Eleanor sentì il calore salirle alle guance e distolse lo sguardo. La natura pratica dell'accordo era una cosa, ma la possibilità di qualcosa di più in un futuro lontano... quello era un territorio che non era pronta ad esplorare. Non ancora.
Il rumore di piccoli passi sulle scale interruppe quel momento, seguito dalla voce di Samuel che chiamava il padre. Thomas si diresse verso il corridoio, ma il bambino apparve sulla soglia della cucina prima che potesse raggiungerlo, strofinandosi gli occhi assonnati.
“Papà, la signora è ancora qui?”
“La signorina Hayes è ancora qui”, ha confermato Thomas. “Le dia il buongiorno.”
Samuel abbassò timidamente la testa. "Buongiorno, signorina Hayes."
Buongiorno, Samuel. Hai dormito bene?
Il ragazzo annuì, poi sembrò ricordarsi qualcosa di importante. "Hai visto tutta la neve? Arriva fino alle finestre."

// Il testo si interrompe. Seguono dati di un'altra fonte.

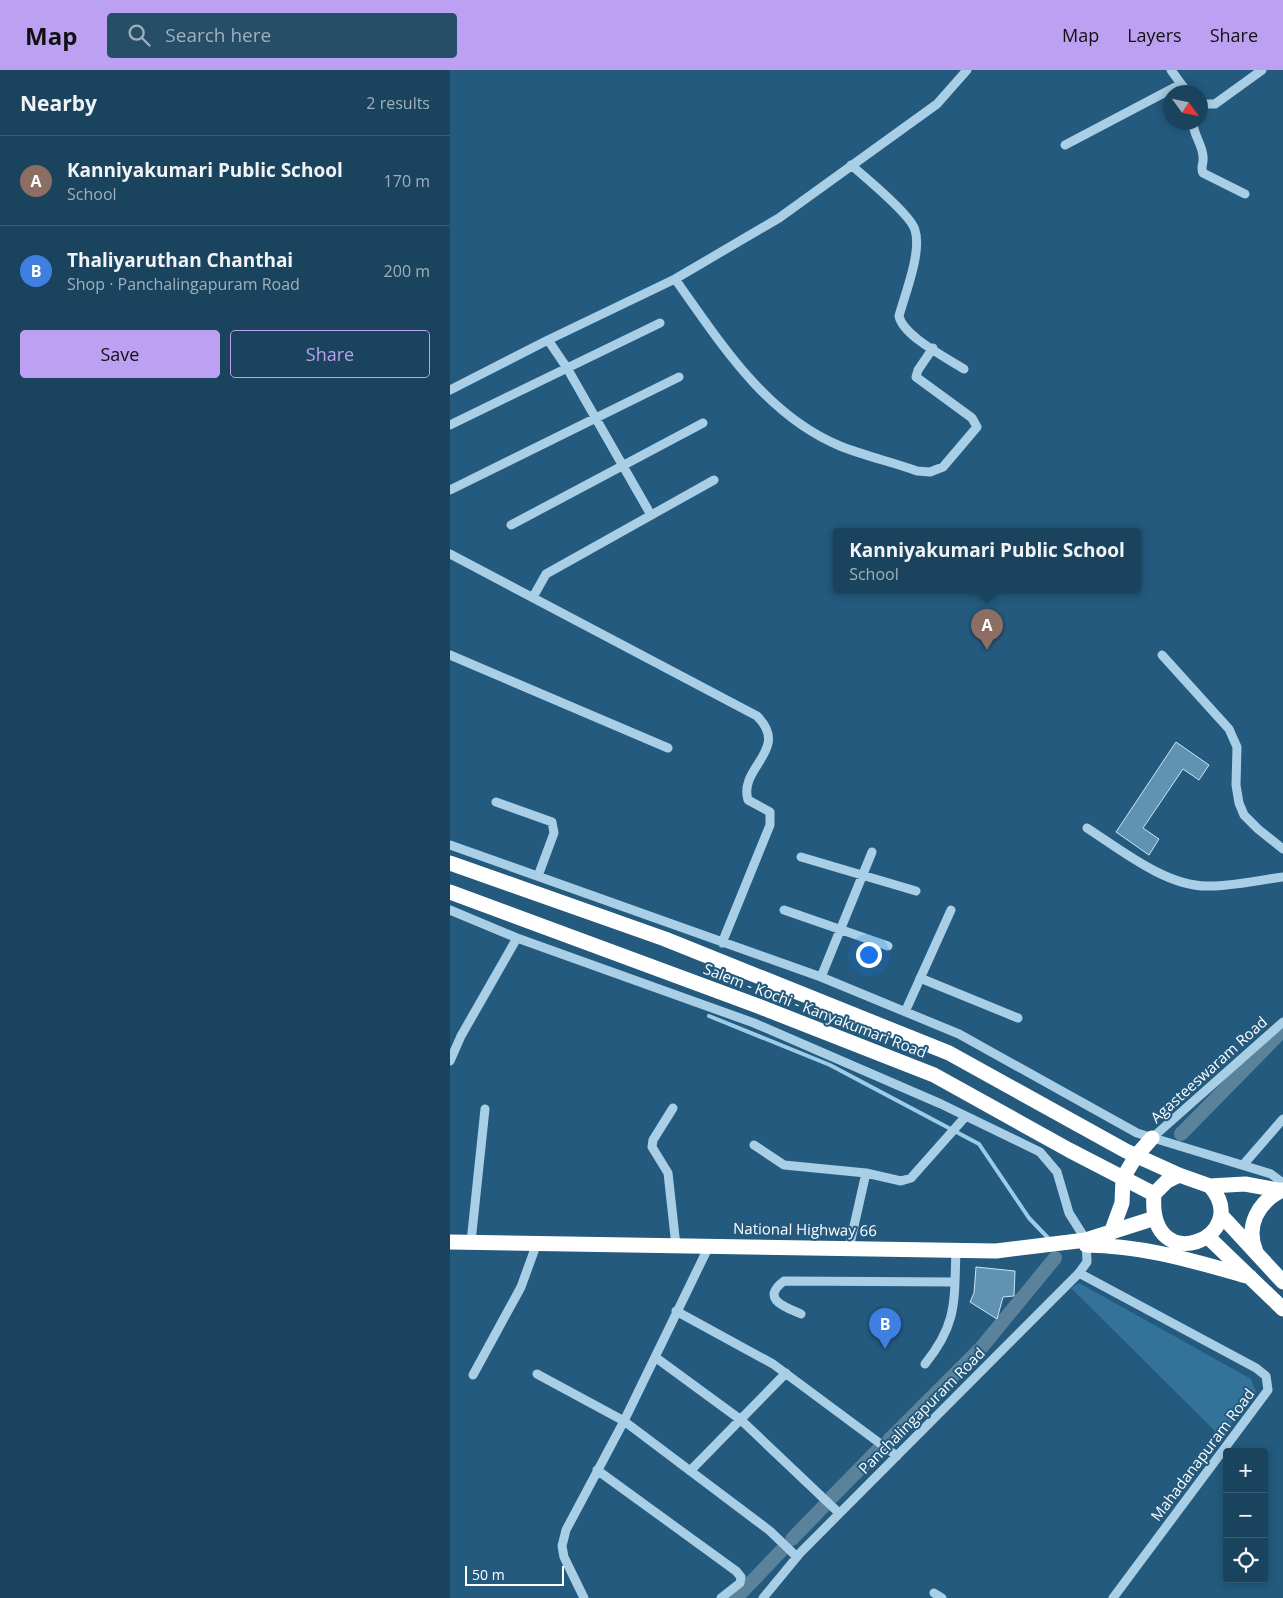 <!DOCTYPE html>
<meta charset="utf-8">
<style>
body{margin:0;font-family:"Open Sans",sans-serif;background:#274e67;color:#f1f3f6}
.controls{position:absolute;right:15px;bottom:15px;display:grid;overflow:hidden;border-radius:5px;box-shadow:0 2px 8px #0003}
.controls button{width:45px;height:45px;display:grid;place-items:center;padding:0;border:0;border-bottom:1px solid #385c73;background:#1a445e;color:#f1f3f6;font:25px sans-serif}
.compass{position:absolute;left:713px;top:15px;width:45px;height:45px;border-radius:50%;background:#1a445e;box-shadow:0 2px 8px #0003;rotate:123deg}
.scale{position:absolute;left:15px;bottom:12px;width:99px;box-sizing:border-box;padding-left:5px;border:2px solid #fff;border-top:0;font-size:14px;line-height:18px;white-space:nowrap;color:#fff;-webkit-text-stroke:4px #235a7e;paint-order:stroke}
.you{position:absolute;left:418px;top:884px;width:18px;height:18px;margin:-12px;border:4px solid #fff;border-radius:50%;background:#1a73e8;box-shadow:0 0 0 8px #1a73e833}
.badge{display:grid;place-items:center;width:32px;height:32px;border-radius:50%;background:#bca0f2;color:#fff;font-size:16px;font-weight:700}
.pin{position:absolute;translate:-50% -41px;filter:drop-shadow(0 1px 2px #0008)}
.pin::after{content:'';position:absolute;top:26px;width:18px;height:15px;background:inherit;clip-path:polygon(0 0,100% 0,50% 100%)}
.popup{position:absolute;left:383px;top:458px;width:308px;height:65px;box-sizing:border-box;display:grid;place-content:center;border-radius:5px;background:#1a445e;filter:drop-shadow(0 1px 4px #0005);font-size:16px;white-space:nowrap;color:#9fb0bc}
.popup b{font-size:19px;color:#f1f3f6}
.popup::after{content:'';position:absolute;left:50%;top:100%;margin-left:-10px;border:10px solid transparent;border-top-color:#1a445e}
.list{margin:0;padding:0;list-style:none}
h2{display:flex;justify-content:space-between;align-items:center;height:65px;margin:0;padding:0 20px;font-size:21px}
h2 small{font-size:16px;font-weight:400;color:#9fb0bc}
.list li{display:grid;grid-template-columns:32px 1fr auto;gap:15px;align-items:center;box-sizing:border-box;height:90px;padding:0 20px;border-top:1px solid #385c73}
.list b{display:block;font-size:19px;white-space:nowrap}
.list p{margin:0;font-size:16px;white-space:nowrap;color:#9fb0bc}
.list em{font-size:16px;font-style:normal;color:#9fb0bc}
.actions{display:flex;gap:10px;padding:15px 20px}
.actions a{flex:1;padding:11px 0;border:1px solid #bca0f2;border-radius:5px;text-align:center;font-size:18px;color:#bca0f2}
.actions .main{background:#bca0f2;color:#111}
.icon{flex:none;width:28px;height:28px;fill:none;stroke:currentColor;stroke-width:2;stroke-linecap:round;stroke-linejoin:round}
.map{position:relative;flex:none;width:833px;height:1528px;overflow:hidden}
header{display:flex;align-items:center;gap:30px;box-sizing:border-box;height:70px;padding:0 25px;background:#bca0f2;color:#111}
header strong{font-size:24px}
nav{display:flex;gap:28px;margin-inline-start:auto;font-size:18px}
.search{width:350px;height:45px;background:#274e67;display:flex;align-items:center;gap:12px;box-sizing:border-box;padding:0 18px;border-radius:5px;color:#9fb0bc;font-size:19px}
main{display:flex}
aside{flex:1;background:#1a445e}
.map>svg:first-child{display:block}
.green{fill:#33739a}
.lines{fill:none;stroke-linecap:round;stroke-linejoin:round}
.stream{stroke:#9ccce7;stroke-width:4}
.canal{stroke:#5a829b;stroke-width:14}
.building{fill:#6092b1;stroke:#cbe5f5}
.minor{stroke:#a8cfe6;stroke-width:9}
.highway{stroke:#fff;stroke-width:15}
.labels{text-anchor:middle;stroke-width:4;stroke-linejoin:round;paint-order:stroke}
.street-label{font-size:15px;fill:#fff;stroke:#235a7e}
</style>
<header>
<strong>Map</strong>
<div class="search"><svg class="icon" aria-label="search" viewBox="0 0 24 24"><circle cx="10" cy="10" r="6"/><path d="M15 15l6 6"/></svg>Search here</div>
<nav><a>Map</a><a>Layers</a><a>Share</a></nav>
</header>
<main>
<aside>
<h2>Nearby<small>2 results</small></h2>
<ul class="list">
<li><span class="badge" style="background:#8d6e63">A</span><div><b>Kanniyakumari Public School</b><p>School</p></div><em>170 m</em></li>
<li><span class="badge" style="background:#3f7fe0">B</span><div><b>Thaliyaruthan Chanthai</b><p>Shop · Panchalingapuram Road</p></div><em>200 m</em></li>
</ul>
<div class="actions"><a class="main">Save</a><a>Share</a></div>
</aside>
<div class="map">
<svg width="833" height="1528" viewBox="0 0 833 1528">
<rect width="100%" height="100%" fill="#235a7e"/>
<path class="green" d="M629,1213L801,1309L806,1322L771,1367L621,1218Z"/>
<g class="lines">
<path class="stream" d="M259,946L380,995L529,1074L579,1148L601,1171"/>
<path class="canal" d="M731,1064L833,960
M439,1370L531,1278L605,1188
M382,1427L428,1380
M342,1469L373,1437
M286,1528L331,1481"/>
</g>
<path class="building" d="M726,672L759,695L749,710L733,699L693,758L709,769L699,785L666,762Z
M526,1197L565,1201L564,1226L553,1227L547,1249L520,1232L524,1223Z"/>
<g class="lines">
<path class="minor" d="M721,0L737,22
M751,34H765L812,0
M743,52C743,65 753,75 753,87C754,94 750,97 753,103L795,124
M615,75L731,14
M401,95C415,107 461,145 465,160C472,182 455,224 449,246C453,266 497,288 514,299
M225,209C270,272 315,345 390,376C415,386 442,392 467,401L480,402L493,397L527,357L522,348L466,307L468,300L483,278
M98,270L117,298L201,445
M0,320L98,270L225,209L329,148L487,34L517,0
M0,355L210,253
M0,420L229,307
M61,455L253,353
M0,484L307,646C341,680 288,697 298,730L320,742V755L272,873
M83,527L96,504L264,410
M0,585L218,678
M712,585L779,659L787,677L786,715L789,733L794,745L808,759L833,779
M46,732L102,752L104,763L88,806
M637,758C671,780 718,818 760,816C784,816 809,810 833,807
M0,775L371,907L509,964L687,1063L821,1104L833,1113
M351,787L466,821
M0,840L67,868L304,953L491,1034L590,1082L607,1102L619,1143L636,1170L637,1192L629,1203L351,1482L313,1528
M334,840L438,876
M371,907L422,782
M470,908L568,948
M455,942L501,840
M0,991L11,966L67,868
M223,1038L203,1070L202,1077L218,1103L226,1176
M702,1068L833,952
M304,1075L334,1095L416,1103
M793,1095L833,1049
M21,1172L35,1039
M399,1178L416,1103L451,1111L461,1108L516,1046
M629,1203L806,1298L816,1306L818,1320L663,1528
M226,1241L323,1294L447,1386
M351,1244C335,1237 310,1229 334,1211L505,1212
M205,1287L291,1350L389,1443
M475,1294C508,1253 504,1231 506,1180
M87,1304L174,1351L320,1461L347,1487
M23,1305L71,1217L87,1173
M147,1400L286,1501L291,1507L290,1513L271,1528
M240,1401L336,1303
M484,1523L492,1528
M134,1528L114,1487L112,1476L116,1460L174,1351L259,1176"/>
<path class="highway" d="M0,793L215,869L499,983L676,1081L729,1105L760,1116C805,1167 697,1211 704,1124L717,1111L729,1105
M0,822L308,936L484,1005L619,1080L704,1124
M760,1116L795,1114L833,1121
M771,1145L833,1212
M661,1163L672,1133L673,1108L686,1086L702,1068
M758,1167L833,1239
M0,1172L546,1181L636,1170L705,1148
M636,1175C697,1176 743,1191 800,1207
M806,1182C795,1156 808,1132 832,1120"/>
</g>
<g class="labels">
<g class="street-label">
<text transform="translate(365 941) rotate(21)" y="5">Salem - Kochi - Kanyakumari Road</text>
<text transform="translate(759 1000) rotate(-42)" y="5">Agasteeswaram Road</text>
<text transform="translate(355 1160) rotate(1)" y="5">National Highway 66</text>
<text transform="translate(472 1341) rotate(-45)" y="5">Panchalingapuram Road</text>
<text transform="translate(753 1385) rotate(-53)" y="5">Mahadanapuram Road</text>
</g>
</g>
</svg>
<div class="controls">
<button>+</button>
<button>−</button>
<button><svg class="icon" aria-label="locate" viewBox="0 0 24 24"><circle cx="12" cy="12" r="6"/><path d="M12 2v4M12 18v4M2 12h4M18 12h4"/></svg></button>
</div>
<svg class="compass" viewBox="-18 -18 36 36"><path d="M0-13l5 13h-10z" fill="#e53935"/><path d="M0 13l5-13h-10z" fill="#9fb0bc"/></svg>
<div class="scale">50 m</div>
<div class="you"></div>
<div class="pin badge" style="left:537px;top:580px;background:#8d6e63">A</div>
<div class="popup"><b>Kanniyakumari Public School</b>School</div>
<div class="pin badge" style="left:435px;top:1279px;background:#3f7fe0">B</div>
</div>
</main>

"L'ho visto. Abbastanza spesso, vero?"
"Papà dice che potremmo rimanere bloccati in casa dalla neve per giorni e giorni. Rimarrai per tutto questo tempo?"
L'innocente domanda aleggiava nell'aria come fumo. Elellaner sentiva Thomas che la osservava, in attesa della sua risposta. Abbassò lo sguardo sul volto speranzoso di Samuel, poi lo superò e si diresse verso Daniel, che era apparso sulla soglia. Ancora diffidente, ma in ascolto attento.
«Potrei», disse Eleanor con cautela. «Se a tuo padre non dispiace la compagnia.»
"Puoi davvero insegnarci le lettere?" chiese Samuel, saltellando leggermente sulle punte dei piedi.
"Posso farlo. Vuoi che lo faccia?"
“Sì! Daniel dice che le lettere sono stupide, ma io penso che siano come codici segreti.”